Ok, the elephant in the room. Classically Vampirella is scantily clad in her red sling suit, white collar and black thigh-high boots. A dynamic design, for sure, and surely a mainstay of the fetish scene (not that I’d know anything about that, of course) but is it entirely appropriate to translate this into a Cartoon Network-esque escapade for the younger audience? It brings to mind the fan-made satirical Saturday Morning Watchmen trailer that did the rounds a few years ago. That’s not to say this kind of reinterpretation hasn’t worked in the past – the entire Teenage Mutant Ninja Turtles franchise is essentially based on this exact same process – but it seems especially gimmicky given that this is simply a one-shot issue.
If this were an ongoing series from Dynamite then I’d be more likely to give credence to it’s existence but as it stands I can’t help but feel that it serves more as a gag for the long-time fans of Vampirella than as a piece of media in it’s own right.
The writing is solid enough, if nothing to rave bout. The plot makes sense and the structure holds together, introducing the key characters in L’il Vampi’s life. Included at the bottom of each page is a three-panel comedic comic strip centering around Pantha, only this time the character is envisioned as Vampirella’s cute little cat companion. They’re fun enough but the inclusion of one on each page ruins the flow of the main story – I’d rather have seen them collected together at the back of the book rather than sharing page-space with the main attraction. Also included are some word puzzles and spot-the-difference games – the sort-of thing you’d expect in a kids magazine. While the idea to include them lends a level of authenticity to the endeavor it also feels somewhat self-indulgent. In all fairness though I did find myself actually solving the spot-the-difference game (always had a soft spot for them!)

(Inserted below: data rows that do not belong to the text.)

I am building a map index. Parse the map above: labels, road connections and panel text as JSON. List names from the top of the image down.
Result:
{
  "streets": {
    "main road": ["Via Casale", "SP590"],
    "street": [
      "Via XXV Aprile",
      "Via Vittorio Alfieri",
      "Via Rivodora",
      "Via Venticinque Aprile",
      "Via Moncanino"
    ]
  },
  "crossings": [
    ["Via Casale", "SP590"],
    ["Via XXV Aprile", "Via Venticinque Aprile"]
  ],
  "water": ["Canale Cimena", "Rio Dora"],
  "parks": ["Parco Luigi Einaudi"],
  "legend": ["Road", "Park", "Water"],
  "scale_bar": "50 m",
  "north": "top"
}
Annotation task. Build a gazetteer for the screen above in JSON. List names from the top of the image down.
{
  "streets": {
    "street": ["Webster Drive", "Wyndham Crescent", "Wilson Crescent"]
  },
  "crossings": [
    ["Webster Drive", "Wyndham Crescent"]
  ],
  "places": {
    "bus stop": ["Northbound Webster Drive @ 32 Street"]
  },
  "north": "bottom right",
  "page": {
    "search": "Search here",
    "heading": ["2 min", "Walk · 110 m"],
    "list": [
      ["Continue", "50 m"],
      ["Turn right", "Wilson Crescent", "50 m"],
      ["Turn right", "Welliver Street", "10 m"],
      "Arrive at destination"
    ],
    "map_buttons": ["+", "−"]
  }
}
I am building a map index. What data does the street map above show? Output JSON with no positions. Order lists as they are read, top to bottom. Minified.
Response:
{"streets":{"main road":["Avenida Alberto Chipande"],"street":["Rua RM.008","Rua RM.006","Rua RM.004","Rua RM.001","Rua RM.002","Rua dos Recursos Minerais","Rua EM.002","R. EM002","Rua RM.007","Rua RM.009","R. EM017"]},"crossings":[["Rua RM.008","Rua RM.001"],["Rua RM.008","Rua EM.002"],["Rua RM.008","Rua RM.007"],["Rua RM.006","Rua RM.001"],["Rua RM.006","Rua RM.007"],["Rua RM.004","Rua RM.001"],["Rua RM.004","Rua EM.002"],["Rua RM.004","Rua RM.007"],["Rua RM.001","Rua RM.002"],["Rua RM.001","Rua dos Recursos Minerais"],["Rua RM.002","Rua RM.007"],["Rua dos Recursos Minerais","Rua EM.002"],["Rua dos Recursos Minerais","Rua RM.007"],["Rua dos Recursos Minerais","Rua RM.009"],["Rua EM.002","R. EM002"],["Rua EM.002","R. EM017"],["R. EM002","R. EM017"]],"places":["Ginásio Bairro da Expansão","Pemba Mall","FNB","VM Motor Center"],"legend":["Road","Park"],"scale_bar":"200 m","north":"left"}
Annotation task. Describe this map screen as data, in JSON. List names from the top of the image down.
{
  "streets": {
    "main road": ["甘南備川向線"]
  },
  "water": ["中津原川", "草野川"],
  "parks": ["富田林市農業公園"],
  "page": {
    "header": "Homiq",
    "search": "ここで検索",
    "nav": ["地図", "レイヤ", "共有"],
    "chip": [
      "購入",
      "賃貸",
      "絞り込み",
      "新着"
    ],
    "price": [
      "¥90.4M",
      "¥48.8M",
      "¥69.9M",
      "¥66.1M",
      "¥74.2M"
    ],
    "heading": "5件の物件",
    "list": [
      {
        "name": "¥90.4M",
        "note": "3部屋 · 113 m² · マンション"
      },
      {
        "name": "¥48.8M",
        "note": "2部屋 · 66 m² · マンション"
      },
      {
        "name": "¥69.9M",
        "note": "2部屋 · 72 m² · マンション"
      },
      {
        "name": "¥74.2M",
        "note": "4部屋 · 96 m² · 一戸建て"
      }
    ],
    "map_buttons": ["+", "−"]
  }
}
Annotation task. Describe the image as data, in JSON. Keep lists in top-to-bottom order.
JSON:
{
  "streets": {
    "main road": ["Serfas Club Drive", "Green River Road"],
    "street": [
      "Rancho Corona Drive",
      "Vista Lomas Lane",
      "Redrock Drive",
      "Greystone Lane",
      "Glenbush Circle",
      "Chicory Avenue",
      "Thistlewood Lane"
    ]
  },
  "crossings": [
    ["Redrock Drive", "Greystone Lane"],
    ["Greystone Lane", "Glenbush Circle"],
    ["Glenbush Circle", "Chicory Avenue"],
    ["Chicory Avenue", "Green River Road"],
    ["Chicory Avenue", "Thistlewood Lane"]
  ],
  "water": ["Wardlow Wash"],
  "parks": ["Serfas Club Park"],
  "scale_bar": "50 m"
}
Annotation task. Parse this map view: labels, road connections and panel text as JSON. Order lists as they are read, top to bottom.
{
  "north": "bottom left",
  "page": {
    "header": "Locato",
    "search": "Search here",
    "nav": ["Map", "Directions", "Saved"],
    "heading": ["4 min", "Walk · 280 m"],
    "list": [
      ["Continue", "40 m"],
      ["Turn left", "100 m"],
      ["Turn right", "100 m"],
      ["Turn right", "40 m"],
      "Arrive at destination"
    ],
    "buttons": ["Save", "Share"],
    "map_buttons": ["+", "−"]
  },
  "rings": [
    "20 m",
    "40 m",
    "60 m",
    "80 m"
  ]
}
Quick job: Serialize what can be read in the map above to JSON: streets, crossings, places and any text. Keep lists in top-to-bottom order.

Artistically the story-telling is solid. There’s some nice experimentation involving some Mario-inspired action scenes and it all gets a bit meta around the end of the second act. It conjures to mind the great Mini-Marvels artwork by Chris Giarusso that was in almost every Marvel book circa the early 2000s. The colouring is as vibrant as you’d expect and the linework is sharp. Inking is heavy where it needs to be and gives the book a cool cell-shaded cartoon look – exactly what this sort of book should look like.
Naturally Vampirella has received a massive overhaul to her costume in the transition to all-ages material, covering up her modesty to a level that is palatable given the context but it’s the fact that this is necessary that really speaks to the crux of the problem with this book. While it’s clear that all involved have done their best to create a solid kid-friendly comicbook it struggles to get out from under the hyper-sexed blood-soaked shadow of it’s source material, leaving it’s only place as that of a quirky what-if issue for fans of the main series. Perhaps you won’t have as much of a problem with this one-shot as I did and more power to you if you didn’t but unfortunately I can’t find it within me to give this book a higher score than I did.